WORK TO COMPLETE | What lines of the data include the string "Manor"? Copy them all.

· · · ·

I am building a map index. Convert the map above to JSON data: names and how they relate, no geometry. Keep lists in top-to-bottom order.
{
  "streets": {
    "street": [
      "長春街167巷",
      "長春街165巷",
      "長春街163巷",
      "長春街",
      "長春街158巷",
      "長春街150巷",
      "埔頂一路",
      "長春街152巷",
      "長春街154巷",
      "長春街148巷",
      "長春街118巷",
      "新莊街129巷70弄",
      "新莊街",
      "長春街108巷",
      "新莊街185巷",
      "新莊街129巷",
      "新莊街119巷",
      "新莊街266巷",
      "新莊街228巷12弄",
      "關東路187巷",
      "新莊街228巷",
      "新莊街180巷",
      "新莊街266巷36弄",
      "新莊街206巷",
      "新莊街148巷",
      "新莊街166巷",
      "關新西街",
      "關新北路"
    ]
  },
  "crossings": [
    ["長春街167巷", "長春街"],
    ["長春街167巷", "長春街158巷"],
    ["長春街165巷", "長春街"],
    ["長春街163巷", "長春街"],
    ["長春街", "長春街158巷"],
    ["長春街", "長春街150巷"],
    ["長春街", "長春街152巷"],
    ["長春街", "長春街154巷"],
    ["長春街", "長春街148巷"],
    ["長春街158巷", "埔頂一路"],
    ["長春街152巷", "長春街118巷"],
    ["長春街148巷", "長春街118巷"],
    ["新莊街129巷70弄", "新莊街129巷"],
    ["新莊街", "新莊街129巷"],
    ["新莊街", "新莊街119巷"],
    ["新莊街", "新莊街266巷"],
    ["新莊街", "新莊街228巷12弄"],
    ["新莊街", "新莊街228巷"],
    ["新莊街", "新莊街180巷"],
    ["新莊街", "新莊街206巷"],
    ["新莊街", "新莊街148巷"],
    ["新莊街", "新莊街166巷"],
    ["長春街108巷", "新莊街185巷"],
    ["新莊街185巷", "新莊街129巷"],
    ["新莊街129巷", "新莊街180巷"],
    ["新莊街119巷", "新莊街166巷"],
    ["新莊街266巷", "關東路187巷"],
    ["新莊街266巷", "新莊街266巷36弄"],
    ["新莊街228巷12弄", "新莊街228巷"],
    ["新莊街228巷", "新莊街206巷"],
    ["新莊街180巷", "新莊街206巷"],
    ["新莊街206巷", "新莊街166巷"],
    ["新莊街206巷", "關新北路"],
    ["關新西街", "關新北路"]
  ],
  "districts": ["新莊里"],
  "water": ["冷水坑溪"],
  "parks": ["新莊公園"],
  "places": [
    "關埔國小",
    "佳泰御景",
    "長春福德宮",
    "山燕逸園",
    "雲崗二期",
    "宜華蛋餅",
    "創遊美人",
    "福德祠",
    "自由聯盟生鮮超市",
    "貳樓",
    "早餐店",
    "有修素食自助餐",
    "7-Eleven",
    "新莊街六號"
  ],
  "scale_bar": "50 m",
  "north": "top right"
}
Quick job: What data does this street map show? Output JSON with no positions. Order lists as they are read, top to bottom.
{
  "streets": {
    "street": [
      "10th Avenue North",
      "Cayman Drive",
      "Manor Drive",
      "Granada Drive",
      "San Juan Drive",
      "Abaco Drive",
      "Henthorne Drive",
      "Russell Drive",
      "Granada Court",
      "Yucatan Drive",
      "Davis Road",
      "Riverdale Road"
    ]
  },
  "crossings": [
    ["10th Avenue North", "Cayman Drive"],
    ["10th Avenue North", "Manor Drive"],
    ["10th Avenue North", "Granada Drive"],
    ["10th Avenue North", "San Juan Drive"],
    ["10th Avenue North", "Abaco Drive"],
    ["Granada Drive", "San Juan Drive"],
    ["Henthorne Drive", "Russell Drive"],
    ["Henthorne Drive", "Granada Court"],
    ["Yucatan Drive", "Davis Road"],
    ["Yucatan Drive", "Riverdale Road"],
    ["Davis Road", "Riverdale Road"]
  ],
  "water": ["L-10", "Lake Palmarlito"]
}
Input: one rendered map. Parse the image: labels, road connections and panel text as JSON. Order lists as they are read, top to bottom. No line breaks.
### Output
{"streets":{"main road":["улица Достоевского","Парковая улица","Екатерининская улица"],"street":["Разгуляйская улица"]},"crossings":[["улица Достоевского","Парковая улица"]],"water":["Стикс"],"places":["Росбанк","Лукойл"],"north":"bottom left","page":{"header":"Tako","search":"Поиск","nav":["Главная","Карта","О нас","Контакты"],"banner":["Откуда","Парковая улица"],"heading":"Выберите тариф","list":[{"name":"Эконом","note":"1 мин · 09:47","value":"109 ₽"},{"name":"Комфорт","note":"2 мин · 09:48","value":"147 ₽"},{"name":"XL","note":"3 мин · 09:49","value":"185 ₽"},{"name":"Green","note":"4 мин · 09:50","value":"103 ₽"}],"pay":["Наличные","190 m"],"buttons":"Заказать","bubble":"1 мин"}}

· · · ·

EXERCISE RESULT |
      "Manor Drive",
    ["10th Avenue North", "Manor Drive"],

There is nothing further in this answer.